### TASK OBJECTIVE
Only the number is wanted: state how many lines of the data below contain the word "heading".

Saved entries
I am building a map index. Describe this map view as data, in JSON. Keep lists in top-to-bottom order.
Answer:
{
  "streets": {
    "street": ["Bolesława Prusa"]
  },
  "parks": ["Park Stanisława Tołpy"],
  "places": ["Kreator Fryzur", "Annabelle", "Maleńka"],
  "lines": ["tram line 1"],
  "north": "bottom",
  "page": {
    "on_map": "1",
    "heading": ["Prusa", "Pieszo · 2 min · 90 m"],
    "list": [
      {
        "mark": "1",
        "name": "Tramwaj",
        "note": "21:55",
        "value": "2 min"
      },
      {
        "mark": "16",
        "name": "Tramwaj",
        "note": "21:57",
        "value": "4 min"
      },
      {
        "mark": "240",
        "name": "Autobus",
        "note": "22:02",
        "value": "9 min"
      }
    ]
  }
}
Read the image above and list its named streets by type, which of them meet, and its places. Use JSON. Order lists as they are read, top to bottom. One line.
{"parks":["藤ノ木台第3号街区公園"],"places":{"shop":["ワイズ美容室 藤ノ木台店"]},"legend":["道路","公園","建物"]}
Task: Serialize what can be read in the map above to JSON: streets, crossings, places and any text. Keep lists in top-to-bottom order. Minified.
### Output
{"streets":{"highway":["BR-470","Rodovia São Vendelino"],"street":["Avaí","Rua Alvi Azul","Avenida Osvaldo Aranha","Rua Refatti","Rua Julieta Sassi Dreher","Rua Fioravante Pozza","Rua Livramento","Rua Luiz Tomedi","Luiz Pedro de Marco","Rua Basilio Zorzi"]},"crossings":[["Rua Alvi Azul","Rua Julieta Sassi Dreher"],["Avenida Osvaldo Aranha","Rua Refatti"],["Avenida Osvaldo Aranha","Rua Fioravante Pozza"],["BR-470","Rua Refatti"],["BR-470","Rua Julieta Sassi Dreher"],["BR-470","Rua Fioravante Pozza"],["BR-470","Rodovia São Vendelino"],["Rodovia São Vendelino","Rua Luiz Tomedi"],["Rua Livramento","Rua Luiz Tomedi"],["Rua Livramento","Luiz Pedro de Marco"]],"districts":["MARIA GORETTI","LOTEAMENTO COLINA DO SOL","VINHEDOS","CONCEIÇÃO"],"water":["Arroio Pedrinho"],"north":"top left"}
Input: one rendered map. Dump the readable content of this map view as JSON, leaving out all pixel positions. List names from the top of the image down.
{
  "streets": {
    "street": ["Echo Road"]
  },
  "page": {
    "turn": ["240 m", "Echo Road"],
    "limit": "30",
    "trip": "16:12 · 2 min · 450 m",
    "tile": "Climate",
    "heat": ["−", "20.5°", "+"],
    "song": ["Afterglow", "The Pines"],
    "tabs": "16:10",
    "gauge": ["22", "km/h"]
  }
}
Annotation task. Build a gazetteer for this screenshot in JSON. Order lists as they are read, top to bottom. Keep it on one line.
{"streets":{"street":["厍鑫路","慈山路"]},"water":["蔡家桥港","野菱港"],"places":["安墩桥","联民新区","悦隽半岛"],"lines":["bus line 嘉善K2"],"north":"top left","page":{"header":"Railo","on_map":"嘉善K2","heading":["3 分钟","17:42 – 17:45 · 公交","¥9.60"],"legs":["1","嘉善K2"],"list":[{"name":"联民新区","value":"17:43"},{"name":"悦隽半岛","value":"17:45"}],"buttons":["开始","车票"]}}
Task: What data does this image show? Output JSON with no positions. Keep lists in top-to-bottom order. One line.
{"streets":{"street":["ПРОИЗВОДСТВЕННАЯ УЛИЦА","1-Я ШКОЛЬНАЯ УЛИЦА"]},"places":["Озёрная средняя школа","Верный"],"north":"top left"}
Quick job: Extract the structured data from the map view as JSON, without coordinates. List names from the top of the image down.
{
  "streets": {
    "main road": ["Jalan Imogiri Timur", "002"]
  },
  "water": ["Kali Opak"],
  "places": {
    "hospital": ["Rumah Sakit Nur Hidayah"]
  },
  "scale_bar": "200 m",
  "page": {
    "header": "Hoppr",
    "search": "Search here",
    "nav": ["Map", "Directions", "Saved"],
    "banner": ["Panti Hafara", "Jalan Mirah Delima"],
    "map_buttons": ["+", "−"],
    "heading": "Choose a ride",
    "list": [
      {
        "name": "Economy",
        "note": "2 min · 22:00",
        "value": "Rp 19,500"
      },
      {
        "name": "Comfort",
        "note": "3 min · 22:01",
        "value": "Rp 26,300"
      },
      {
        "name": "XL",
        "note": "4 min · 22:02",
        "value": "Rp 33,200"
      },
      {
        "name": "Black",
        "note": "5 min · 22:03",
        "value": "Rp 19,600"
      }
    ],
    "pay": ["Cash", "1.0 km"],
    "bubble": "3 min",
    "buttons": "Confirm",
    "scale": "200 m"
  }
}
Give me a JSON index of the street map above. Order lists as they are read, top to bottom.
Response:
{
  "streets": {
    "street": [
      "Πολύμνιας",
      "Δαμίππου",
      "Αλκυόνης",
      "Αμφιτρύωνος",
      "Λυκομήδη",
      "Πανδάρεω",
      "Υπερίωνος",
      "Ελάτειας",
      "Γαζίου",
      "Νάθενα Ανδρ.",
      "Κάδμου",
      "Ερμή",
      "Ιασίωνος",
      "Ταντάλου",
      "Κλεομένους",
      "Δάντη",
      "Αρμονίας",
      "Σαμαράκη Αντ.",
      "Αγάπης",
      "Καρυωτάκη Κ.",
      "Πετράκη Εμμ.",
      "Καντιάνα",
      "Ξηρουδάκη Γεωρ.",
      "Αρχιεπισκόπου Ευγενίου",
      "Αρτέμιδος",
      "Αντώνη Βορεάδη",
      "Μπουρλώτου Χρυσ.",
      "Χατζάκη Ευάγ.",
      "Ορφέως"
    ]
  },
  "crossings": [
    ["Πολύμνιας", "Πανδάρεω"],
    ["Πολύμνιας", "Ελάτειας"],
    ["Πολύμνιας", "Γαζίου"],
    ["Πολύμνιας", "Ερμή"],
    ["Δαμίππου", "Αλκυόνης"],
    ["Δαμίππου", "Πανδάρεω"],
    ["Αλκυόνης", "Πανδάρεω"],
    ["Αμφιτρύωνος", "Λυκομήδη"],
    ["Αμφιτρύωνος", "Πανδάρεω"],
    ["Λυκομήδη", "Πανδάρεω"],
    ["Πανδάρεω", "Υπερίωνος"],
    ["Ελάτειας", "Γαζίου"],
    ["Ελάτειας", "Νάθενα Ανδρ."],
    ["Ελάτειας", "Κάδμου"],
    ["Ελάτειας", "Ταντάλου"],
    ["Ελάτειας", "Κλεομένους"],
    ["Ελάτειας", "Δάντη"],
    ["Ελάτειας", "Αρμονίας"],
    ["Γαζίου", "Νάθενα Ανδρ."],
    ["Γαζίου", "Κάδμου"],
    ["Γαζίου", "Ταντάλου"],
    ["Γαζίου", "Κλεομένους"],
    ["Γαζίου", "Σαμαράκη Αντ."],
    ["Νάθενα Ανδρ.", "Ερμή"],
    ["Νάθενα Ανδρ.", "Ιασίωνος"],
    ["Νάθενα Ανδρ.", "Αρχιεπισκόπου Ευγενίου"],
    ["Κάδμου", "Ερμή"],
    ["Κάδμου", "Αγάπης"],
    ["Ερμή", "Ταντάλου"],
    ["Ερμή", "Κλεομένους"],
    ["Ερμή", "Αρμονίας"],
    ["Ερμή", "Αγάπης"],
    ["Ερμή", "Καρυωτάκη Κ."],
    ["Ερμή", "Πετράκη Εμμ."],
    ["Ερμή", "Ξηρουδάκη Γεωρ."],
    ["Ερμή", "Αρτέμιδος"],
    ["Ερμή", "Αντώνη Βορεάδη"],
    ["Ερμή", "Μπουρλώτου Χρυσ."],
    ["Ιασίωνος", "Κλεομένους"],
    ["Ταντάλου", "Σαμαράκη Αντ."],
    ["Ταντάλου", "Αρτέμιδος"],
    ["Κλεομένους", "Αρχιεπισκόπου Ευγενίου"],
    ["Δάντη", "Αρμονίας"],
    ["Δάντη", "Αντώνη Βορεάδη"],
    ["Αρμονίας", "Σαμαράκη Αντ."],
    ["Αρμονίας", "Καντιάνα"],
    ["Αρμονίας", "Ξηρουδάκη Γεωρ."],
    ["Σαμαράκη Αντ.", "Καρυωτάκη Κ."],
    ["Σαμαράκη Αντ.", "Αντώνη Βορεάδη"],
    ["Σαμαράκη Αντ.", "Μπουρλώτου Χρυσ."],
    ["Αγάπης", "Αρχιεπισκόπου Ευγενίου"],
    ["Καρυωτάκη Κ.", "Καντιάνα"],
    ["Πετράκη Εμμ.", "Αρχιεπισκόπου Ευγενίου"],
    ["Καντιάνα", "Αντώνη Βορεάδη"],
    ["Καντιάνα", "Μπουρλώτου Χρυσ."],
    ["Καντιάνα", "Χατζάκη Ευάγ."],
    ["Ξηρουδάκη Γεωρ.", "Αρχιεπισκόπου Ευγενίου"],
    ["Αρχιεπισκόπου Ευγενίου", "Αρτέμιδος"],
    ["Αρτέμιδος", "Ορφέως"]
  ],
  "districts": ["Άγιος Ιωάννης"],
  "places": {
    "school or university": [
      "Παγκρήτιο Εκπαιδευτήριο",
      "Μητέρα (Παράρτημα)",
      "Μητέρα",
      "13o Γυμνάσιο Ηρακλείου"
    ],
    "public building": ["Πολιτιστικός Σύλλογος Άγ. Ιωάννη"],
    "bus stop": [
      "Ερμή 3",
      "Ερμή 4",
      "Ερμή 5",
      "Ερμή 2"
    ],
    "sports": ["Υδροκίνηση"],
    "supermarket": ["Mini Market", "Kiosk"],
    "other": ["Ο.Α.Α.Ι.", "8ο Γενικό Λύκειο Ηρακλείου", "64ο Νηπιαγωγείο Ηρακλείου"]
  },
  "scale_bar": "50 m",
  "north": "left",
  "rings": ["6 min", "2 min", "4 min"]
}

### WRITTEN RESPONSE
3